= Beginning of Section =
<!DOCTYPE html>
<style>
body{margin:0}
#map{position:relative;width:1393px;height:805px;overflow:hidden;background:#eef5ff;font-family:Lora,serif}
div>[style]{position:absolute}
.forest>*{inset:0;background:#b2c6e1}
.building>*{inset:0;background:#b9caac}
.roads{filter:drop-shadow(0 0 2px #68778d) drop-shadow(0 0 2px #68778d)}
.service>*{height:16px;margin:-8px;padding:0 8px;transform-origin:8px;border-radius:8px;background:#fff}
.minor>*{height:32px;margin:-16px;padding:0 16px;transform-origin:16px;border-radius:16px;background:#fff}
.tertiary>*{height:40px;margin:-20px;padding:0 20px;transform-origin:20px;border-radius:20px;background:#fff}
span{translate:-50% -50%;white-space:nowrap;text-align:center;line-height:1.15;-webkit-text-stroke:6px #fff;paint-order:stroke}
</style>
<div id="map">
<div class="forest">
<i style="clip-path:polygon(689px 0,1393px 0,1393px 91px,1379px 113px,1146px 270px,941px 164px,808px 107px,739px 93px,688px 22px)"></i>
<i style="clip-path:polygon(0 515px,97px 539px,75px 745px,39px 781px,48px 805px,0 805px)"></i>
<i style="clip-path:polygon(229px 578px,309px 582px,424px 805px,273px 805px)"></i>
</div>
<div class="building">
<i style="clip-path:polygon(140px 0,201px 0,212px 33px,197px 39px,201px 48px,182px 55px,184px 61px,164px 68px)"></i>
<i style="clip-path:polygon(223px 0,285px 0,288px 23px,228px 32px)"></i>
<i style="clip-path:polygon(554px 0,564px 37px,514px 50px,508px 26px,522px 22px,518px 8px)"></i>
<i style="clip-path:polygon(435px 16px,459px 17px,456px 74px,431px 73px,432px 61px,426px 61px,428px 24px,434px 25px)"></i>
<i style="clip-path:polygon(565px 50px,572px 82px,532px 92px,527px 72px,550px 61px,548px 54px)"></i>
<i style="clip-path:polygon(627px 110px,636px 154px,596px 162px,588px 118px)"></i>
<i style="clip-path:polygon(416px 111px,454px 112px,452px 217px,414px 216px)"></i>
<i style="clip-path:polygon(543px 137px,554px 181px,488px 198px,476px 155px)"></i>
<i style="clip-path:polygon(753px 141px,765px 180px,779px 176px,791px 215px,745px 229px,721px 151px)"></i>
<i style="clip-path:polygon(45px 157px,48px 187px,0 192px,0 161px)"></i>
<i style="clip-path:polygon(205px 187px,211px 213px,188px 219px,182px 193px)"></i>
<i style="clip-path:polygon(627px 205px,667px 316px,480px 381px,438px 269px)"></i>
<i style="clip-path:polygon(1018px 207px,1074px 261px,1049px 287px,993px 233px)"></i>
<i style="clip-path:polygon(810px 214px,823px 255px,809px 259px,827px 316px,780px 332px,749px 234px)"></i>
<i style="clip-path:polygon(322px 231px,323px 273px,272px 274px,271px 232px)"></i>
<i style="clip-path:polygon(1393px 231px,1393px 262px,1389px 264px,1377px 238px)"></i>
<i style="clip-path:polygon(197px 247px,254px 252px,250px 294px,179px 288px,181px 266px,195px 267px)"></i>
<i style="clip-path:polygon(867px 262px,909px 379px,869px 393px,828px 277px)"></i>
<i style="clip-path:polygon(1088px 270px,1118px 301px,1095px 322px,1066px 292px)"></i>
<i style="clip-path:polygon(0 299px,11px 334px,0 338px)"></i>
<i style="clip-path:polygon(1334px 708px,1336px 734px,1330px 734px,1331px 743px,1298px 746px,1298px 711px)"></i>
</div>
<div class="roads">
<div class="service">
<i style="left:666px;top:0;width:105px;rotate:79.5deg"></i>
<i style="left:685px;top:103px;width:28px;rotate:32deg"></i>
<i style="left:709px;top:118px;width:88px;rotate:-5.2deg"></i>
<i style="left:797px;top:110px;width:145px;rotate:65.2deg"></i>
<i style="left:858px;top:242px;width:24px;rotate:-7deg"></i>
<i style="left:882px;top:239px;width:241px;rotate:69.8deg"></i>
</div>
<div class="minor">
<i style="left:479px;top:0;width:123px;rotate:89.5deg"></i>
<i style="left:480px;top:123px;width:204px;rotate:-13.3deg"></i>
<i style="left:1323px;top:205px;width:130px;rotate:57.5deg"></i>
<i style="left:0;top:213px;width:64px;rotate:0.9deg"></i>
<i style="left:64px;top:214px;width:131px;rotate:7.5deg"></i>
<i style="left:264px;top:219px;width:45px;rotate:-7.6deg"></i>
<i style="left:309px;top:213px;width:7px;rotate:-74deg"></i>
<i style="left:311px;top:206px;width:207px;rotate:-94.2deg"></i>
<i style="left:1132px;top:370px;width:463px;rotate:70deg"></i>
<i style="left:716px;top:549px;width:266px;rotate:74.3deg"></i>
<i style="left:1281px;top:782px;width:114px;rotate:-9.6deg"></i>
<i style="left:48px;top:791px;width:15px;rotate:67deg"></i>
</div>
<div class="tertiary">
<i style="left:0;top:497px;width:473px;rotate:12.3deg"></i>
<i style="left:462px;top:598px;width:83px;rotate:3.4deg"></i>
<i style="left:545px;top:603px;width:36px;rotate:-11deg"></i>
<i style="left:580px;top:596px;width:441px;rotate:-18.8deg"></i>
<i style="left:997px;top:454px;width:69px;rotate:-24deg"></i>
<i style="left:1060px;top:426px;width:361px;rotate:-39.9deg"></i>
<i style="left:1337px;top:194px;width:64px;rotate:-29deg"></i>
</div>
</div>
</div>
= End of Section =
To do
Can you write out the lines above, from the first one through the one containing "2px #68778d) drop-shadow(0", exactly as they appear and nothing more?

Solution to the problem
<!DOCTYPE html>
<style>
body{margin:0}
#map{position:relative;width:1393px;height:805px;overflow:hidden;background:#eef5ff;font-family:Lora,serif}
div>[style]{position:absolute}
.forest>*{inset:0;background:#b2c6e1}
.building>*{inset:0;background:#b9caac}
.roads{filter:drop-shadow(0 0 2px #68778d) drop-shadow(0 0 2px #68778d)}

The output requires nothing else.